The data =>
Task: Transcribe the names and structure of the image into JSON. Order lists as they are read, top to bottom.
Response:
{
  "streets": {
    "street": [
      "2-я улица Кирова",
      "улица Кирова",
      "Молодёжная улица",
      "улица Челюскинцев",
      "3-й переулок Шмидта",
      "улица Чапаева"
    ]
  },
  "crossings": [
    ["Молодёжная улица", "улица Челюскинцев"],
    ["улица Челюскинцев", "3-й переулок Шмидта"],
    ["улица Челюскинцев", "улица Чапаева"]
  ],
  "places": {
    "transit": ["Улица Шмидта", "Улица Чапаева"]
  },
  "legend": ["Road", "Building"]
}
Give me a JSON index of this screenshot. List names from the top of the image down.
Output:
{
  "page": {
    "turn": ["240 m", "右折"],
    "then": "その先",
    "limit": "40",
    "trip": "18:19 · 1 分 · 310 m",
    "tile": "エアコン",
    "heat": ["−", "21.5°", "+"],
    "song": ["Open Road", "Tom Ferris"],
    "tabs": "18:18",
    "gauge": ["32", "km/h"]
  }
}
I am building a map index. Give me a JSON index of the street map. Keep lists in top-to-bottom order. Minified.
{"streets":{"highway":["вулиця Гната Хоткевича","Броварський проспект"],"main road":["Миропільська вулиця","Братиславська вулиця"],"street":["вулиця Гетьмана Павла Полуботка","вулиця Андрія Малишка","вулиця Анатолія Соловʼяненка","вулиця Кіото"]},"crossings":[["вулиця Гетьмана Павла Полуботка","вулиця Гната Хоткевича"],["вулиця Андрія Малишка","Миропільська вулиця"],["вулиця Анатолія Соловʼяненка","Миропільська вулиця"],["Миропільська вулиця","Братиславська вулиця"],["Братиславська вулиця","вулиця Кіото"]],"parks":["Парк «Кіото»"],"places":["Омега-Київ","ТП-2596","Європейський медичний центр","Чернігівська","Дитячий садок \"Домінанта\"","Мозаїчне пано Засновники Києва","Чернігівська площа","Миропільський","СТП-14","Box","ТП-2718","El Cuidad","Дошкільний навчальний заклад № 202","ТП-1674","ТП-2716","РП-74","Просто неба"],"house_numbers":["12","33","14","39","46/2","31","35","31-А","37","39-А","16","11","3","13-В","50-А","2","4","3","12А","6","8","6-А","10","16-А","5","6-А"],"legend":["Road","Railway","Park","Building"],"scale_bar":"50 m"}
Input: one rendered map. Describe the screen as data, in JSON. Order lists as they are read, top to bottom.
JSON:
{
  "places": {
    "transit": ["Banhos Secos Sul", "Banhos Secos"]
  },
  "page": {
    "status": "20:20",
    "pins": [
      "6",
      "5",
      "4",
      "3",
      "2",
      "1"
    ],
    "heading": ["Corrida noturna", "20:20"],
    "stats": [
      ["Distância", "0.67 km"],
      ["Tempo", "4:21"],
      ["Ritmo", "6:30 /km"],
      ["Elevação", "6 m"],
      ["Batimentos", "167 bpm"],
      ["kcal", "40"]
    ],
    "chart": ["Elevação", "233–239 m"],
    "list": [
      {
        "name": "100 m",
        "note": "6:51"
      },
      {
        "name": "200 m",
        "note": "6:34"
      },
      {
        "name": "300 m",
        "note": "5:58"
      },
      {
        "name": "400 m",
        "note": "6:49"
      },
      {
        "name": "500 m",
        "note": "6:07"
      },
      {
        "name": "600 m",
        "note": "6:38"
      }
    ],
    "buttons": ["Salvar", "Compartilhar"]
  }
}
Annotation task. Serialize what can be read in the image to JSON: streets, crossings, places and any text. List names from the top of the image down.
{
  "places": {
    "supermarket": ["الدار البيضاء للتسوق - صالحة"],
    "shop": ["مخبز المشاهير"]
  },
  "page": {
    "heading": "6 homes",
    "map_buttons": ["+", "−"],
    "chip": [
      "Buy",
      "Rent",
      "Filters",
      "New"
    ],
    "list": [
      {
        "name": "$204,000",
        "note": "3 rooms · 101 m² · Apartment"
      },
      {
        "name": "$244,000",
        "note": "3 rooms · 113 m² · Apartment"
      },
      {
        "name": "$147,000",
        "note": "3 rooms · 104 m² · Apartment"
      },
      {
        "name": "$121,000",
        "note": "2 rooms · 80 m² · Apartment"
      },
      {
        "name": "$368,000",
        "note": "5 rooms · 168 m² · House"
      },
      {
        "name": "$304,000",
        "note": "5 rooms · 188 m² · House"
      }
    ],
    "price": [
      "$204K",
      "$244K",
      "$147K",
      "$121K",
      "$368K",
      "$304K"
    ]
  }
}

What is being asked =>
Transcribe all entries exactly as they appear above.

Written solution =>
Task: Transcribe the names and structure of the image into JSON. Order lists as they are read, top to bottom.
Response:
{
  "streets": {
    "street": [
      "2-я улица Кирова",
      "улица Кирова",
      "Молодёжная улица",
      "улица Челюскинцев",
      "3-й переулок Шмидта",
      "улица Чапаева"
    ]
  },
  "crossings": [
    ["Молодёжная улица", "улица Челюскинцев"],
    ["улица Челюскинцев", "3-й переулок Шмидта"],
    ["улица Челюскинцев", "улица Чапаева"]
  ],
  "places": {
    "transit": ["Улица Шмидта", "Улица Чапаева"]
  },
  "legend": ["Road", "Building"]
}
Give me a JSON index of this screenshot. List names from the top of the image down.
Output:
{
  "page": {
    "turn": ["240 m", "右折"],
    "then": "その先",
    "limit": "40",
    "trip": "18:19 · 1 分 · 310 m",
    "tile": "エアコン",
    "heat": ["−", "21.5°", "+"],
    "song": ["Open Road", "Tom Ferris"],
    "tabs": "18:18",
    "gauge": ["32", "km/h"]
  }
}
I am building a map index. Give me a JSON index of the street map. Keep lists in top-to-bottom order. Minified.
{"streets":{"highway":["вулиця Гната Хоткевича","Броварський проспект"],"main road":["Миропільська вулиця","Братиславська вулиця"],"street":["вулиця Гетьмана Павла Полуботка","вулиця Андрія Малишка","вулиця Анатолія Соловʼяненка","вулиця Кіото"]},"crossings":[["вулиця Гетьмана Павла Полуботка","вулиця Гната Хоткевича"],["вулиця Андрія Малишка","Миропільська вулиця"],["вулиця Анатолія Соловʼяненка","Миропільська вулиця"],["Миропільська вулиця","Братиславська вулиця"],["Братиславська вулиця","вулиця Кіото"]],"parks":["Парк «Кіото»"],"places":["Омега-Київ","ТП-2596","Європейський медичний центр","Чернігівська","Дитячий садок \"Домінанта\"","Мозаїчне пано Засновники Києва","Чернігівська площа","Миропільський","СТП-14","Box","ТП-2718","El Cuidad","Дошкільний навчальний заклад № 202","ТП-1674","ТП-2716","РП-74","Просто неба"],"house_numbers":["12","33","14","39","46/2","31","35","31-А","37","39-А","16","11","3","13-В","50-А","2","4","3","12А","6","8","6-А","10","16-А","5","6-А"],"legend":["Road","Railway","Park","Building"],"scale_bar":"50 m"}
Input: one rendered map. Describe the screen as data, in JSON. Order lists as they are read, top to bottom.
JSON:
{
  "places": {
    "transit": ["Banhos Secos Sul", "Banhos Secos"]
  },
  "page": {
    "status": "20:20",
    "pins": [
      "6",
      "5",
      "4",
      "3",
      "2",
      "1"
    ],
    "heading": ["Corrida noturna", "20:20"],
    "stats": [
      ["Distância", "0.67 km"],
      ["Tempo", "4:21"],
      ["Ritmo", "6:30 /km"],
      ["Elevação", "6 m"],
      ["Batimentos", "167 bpm"],
      ["kcal", "40"]
    ],
    "chart": ["Elevação", "233–239 m"],
    "list": [
      {
        "name": "100 m",
        "note": "6:51"
      },
      {
        "name": "200 m",
        "note": "6:34"
      },
      {
        "name": "300 m",
        "note": "5:58"
      },
      {
        "name": "400 m",
        "note": "6:49"
      },
      {
        "name": "500 m",
        "note": "6:07"
      },
      {
        "name": "600 m",
        "note": "6:38"
      }
    ],
    "buttons": ["Salvar", "Compartilhar"]
  }
}
Annotation task. Serialize what can be read in the image to JSON: streets, crossings, places and any text. List names from the top of the image down.
{
  "places": {
    "supermarket": ["الدار البيضاء للتسوق - صالحة"],
    "shop": ["مخبز المشاهير"]
  },
  "page": {
    "heading": "6 homes",
    "map_buttons": ["+", "−"],
    "chip": [
      "Buy",
      "Rent",
      "Filters",
      "New"
    ],
    "list": [
      {
        "name": "$204,000",
        "note": "3 rooms · 101 m² · Apartment"
      },
      {
        "name": "$244,000",
        "note": "3 rooms · 113 m² · Apartment"
      },
      {
        "name": "$147,000",
        "note": "3 rooms · 104 m² · Apartment"
      },
      {
        "name": "$121,000",
        "note": "2 rooms · 80 m² · Apartment"
      },
      {
        "name": "$368,000",
        "note": "5 rooms · 168 m² · House"
      },
      {
        "name": "$304,000",
        "note": "5 rooms · 188 m² · House"
      }
    ],
    "price": [
      "$204K",
      "$244K",
      "$147K",
      "$121K",
      "$368K",
      "$304K"
    ]
  }
}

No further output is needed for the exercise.